The image is one just out of the oven and one about to go in on my two peels.


Quick, Call My Agent

Got the TV commercial. Me and my Weber (and dog, of course, she cleans the grate). Got a conference call Wednesday morning at 9:15 to hash out some details. I think I'm going to hold out for Nick Cage as the stunt double. Let you know how it goes.

Update: Cage is busy that day. Filming starts Feb 15th (weather permitting) and I get my choice of a new grill for compensation! Someone pinch me.


Desperation Dinner #1 (Soup)

Our newest favorite quickie:

Collards, Chicken and Beans Soup, serves 2-3
1. Saute onion and a sliver of garlic in olive oil.
2. Add 10 oz. frozen collard greens, a chopped boneless chicken breast and can of cannelini beans.
3. Let simmer while walking the dog, changing a diaper and reading "Everyone Poops" (about 30 minutes).
4. Ladle into bowls, top with grated Reggiano, serve with crusty bread, wait anxiously for Spring and enjoy.


Fresh tomatoes - in Winter?

Last night was pizza night. We made one of our favorites: roasted eggplant, fresh tomato and chevre. The amazing thing I noticed this horrible season of rain, snow and dirt is the tomatoes in the supermarkets are pretty darn good! What a cool surprise. I've been buying a beefsteak type from Michigan and just last night got some killer Romas and used them for our pizza.

During past Winter seasons, supermarket tomatoes have always presented as ripe, red and juicy only to taste mealy and flavorless. But these two examples are really good - and from Giant Eagle of all places. It's good to have them around. Salads, pizzas and our spirits are better for them.

P.S. Pay no attention to the psychotic way I cut this pizza. Frankie gets small squares and we get slices and then I just started making random cuts. Trust me, it tasted MUCH better than it looks here.


We Made the Short List

A note I received last Friday from my contact at Picture Show Films:

Hi Dave-

I hope you had a good holiday season. I just wanted to let you know that you're on the short list of candidates for the Weber spots we're shooting. Weber is still figuring out exactly what they want to do in terms of the number of spots and the products they want to feature, but they really liked your story. I should know more by the middle of next week.
I had a phone interview a few weeks ago. He's making commercials for Weber and I might get in one. He said if the deal goes down, he pulls up with his crew in an RV and shoots improv style all day while I grill. Is that a cool gig or what? Keep you posted.
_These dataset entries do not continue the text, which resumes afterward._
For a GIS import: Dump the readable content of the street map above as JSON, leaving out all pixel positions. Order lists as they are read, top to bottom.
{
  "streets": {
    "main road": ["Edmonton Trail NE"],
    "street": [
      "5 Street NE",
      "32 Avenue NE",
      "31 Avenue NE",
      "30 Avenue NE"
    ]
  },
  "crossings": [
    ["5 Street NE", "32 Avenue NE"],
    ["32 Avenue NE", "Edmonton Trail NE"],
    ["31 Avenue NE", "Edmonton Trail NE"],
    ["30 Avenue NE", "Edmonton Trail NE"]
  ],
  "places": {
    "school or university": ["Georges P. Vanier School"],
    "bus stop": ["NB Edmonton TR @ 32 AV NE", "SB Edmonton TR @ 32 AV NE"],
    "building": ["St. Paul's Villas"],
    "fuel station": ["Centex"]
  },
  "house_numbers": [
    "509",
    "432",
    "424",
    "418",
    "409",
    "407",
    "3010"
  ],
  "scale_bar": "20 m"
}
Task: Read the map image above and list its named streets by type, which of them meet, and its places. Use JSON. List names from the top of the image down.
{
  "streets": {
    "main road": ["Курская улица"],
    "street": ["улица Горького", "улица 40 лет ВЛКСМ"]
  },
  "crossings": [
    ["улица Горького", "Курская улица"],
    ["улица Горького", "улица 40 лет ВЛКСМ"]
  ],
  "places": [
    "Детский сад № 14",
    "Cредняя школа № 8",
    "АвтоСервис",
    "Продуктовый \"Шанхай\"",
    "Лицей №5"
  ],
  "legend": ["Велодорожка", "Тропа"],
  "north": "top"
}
And for the last time, I did tell them what I looked like. Brad Pitt and Nicholas Cage made the short list for the stunt double.


Pan Size

Note: See update appended.

I was reading about a bread I'd like to try on Let's Cook with Meg and Ted. It's called a Grant Loaf and it seems really quick beginning to end. I especially appreciated the emphasis placed on the size of the baking pan relative to the batch size of the loaf. When baking in a pan (rather than free-form on tiles or something) I believe this is a particularly overlooked parameter. At least, it's been in my experience. I found this cool reference on volumes of popular Pan Size and their volumetric equivalents. Should be a useful reference when creating/planning/scaling a recipe. Just thought I'd share.

Update: You'd think I'd actually pay attention to my own advice. I used an 8 1/2 x 4 x 2 inch pan which was roughly 1100 mL volume (measured by simply adding water to the empty pan; It's tricky to compensate for the bevel in the pan and really wanted an accurate determination of volume. The recipe I decided to use was:

My First Grant Loaf
water, hot tap, ca 110F, 200 g
whole wheat flour, 90 g
rye flour, 90 g
spelt flour, 90 g
honey, ca. 15 g
salt, 5-6 g
rapid rise yeast, 1.5 t, ca. 5 g
Total mass, ca. 500 g

8 minute mix in my bread machine, shaped into a loaf, let proof for 30 minutes, baked at 425 for 30 minutes, popped out of the pan, let cool 20 minutes and ate some. It looked like the earthy crunchy super dense loaves at your least favorite health store. So, right now, no pic. But it tasted great!

The pan size, based on the citation in the first paragraph, was roughly 2 times too big. I think this has a lot to do with the dynamics of baking, the sides covered the loaf rather than the loaf springing past the sides of the pan to be baked. Maybe it won't make a difference, but my next attempt will confirm it. I'll either double the dough size or decrease the pan size. Stay tuned.

One last note: I'm actually not pitching this it tasted so good and I always pitch stuff that frustrates me. Drives my loved one nuts but I can't tolerate inferior baked goods and despite this one's shortcomings, it was quite good. And, I did all before dropping the kid off at daycare.